Dataset excerpts:
[Start of Attachment]

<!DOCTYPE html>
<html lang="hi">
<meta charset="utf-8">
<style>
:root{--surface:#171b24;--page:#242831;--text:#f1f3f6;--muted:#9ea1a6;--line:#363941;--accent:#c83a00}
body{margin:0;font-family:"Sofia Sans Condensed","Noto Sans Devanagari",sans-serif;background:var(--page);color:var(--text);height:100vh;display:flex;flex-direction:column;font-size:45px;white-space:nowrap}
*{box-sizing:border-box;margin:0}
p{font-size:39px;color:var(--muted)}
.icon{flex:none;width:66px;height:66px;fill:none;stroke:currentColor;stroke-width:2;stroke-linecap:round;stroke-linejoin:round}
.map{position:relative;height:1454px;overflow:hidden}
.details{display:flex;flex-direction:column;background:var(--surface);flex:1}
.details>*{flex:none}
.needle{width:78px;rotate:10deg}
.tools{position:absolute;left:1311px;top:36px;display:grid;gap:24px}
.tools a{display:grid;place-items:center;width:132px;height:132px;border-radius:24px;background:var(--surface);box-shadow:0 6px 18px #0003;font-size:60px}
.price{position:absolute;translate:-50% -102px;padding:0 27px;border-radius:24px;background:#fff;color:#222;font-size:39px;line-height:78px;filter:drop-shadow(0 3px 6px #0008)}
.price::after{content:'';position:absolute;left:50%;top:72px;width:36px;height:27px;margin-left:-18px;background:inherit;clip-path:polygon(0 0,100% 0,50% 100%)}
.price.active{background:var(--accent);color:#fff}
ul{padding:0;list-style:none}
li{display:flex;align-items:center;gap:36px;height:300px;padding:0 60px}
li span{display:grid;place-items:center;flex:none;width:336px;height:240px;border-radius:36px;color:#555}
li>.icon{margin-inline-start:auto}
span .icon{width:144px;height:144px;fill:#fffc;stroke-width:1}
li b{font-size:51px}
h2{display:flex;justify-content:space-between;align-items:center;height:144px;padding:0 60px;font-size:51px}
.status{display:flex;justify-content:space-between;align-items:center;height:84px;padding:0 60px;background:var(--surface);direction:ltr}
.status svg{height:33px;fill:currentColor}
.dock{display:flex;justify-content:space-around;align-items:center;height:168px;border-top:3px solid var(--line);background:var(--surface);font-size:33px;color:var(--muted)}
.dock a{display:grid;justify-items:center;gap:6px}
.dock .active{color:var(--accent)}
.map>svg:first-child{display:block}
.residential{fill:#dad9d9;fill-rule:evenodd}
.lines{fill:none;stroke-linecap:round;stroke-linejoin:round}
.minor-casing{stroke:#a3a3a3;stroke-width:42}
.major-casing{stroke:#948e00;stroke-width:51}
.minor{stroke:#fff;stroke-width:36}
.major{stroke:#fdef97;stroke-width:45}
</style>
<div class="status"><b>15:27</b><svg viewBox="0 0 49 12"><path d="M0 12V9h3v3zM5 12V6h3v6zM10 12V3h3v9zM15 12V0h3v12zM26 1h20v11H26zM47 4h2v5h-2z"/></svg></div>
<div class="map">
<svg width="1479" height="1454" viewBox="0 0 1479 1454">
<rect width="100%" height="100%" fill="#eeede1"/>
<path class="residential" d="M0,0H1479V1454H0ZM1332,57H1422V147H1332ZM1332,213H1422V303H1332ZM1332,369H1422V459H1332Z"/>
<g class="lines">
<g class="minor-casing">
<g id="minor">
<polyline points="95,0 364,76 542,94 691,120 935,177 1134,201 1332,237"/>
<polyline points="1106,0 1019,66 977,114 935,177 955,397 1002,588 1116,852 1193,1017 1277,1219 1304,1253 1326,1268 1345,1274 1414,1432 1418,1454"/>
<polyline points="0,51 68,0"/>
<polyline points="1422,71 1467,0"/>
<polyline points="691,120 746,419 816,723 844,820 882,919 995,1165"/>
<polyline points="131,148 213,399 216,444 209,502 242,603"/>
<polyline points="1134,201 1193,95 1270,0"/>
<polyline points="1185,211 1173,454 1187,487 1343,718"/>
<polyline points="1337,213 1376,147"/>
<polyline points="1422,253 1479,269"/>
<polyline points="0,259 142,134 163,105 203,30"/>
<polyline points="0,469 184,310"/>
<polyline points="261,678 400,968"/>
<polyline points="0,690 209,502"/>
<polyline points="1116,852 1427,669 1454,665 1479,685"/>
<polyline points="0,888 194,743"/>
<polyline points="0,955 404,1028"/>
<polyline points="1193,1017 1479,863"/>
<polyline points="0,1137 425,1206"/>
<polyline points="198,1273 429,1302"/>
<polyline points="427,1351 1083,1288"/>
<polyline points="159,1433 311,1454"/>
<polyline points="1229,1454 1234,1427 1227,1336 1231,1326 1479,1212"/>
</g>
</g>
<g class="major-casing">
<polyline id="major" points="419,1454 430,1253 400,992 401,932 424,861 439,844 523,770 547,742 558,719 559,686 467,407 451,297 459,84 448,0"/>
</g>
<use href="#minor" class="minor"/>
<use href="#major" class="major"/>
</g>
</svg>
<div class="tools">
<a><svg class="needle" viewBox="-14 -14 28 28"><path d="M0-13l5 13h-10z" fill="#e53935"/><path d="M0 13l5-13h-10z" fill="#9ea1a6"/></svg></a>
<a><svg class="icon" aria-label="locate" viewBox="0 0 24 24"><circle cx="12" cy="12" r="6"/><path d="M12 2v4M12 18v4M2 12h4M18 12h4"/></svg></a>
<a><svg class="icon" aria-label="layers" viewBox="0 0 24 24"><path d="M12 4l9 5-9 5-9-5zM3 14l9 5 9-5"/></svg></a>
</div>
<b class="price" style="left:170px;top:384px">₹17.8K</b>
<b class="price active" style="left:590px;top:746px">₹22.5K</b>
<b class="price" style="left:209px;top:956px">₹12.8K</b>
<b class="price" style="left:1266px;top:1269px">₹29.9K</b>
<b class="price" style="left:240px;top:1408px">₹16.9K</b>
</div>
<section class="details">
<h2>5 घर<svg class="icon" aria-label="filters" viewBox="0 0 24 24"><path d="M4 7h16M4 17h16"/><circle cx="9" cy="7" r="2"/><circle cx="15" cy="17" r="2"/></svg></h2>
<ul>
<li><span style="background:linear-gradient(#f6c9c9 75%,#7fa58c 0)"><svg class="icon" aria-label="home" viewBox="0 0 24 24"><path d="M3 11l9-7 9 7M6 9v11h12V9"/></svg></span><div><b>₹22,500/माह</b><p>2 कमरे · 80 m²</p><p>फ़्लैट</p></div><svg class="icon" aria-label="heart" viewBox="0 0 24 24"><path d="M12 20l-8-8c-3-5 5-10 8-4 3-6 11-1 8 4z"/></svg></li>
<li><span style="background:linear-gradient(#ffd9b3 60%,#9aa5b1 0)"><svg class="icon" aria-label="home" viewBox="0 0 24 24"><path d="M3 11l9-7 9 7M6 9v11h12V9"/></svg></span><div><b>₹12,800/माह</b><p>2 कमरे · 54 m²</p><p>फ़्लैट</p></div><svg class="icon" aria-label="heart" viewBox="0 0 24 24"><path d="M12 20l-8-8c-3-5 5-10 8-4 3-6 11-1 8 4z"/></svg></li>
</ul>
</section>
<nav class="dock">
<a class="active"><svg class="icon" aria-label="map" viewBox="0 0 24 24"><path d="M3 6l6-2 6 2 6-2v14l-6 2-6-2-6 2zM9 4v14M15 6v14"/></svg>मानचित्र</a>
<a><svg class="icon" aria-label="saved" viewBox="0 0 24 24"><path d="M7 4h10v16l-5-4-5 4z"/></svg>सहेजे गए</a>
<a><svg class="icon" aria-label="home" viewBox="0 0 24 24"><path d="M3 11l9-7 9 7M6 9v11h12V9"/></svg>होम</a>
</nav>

[End of Attachment]

## ABOUT THIS EXERCISE:
Please show every line of the records that holds the word "linecap".

## PROBLEM SOLUTION:
.icon{flex:none;width:66px;height:66px;fill:none;stroke:currentColor;stroke-width:2;stroke-linecap:round;stroke-linejoin:round}
.lines{fill:none;stroke-linecap:round;stroke-linejoin:round}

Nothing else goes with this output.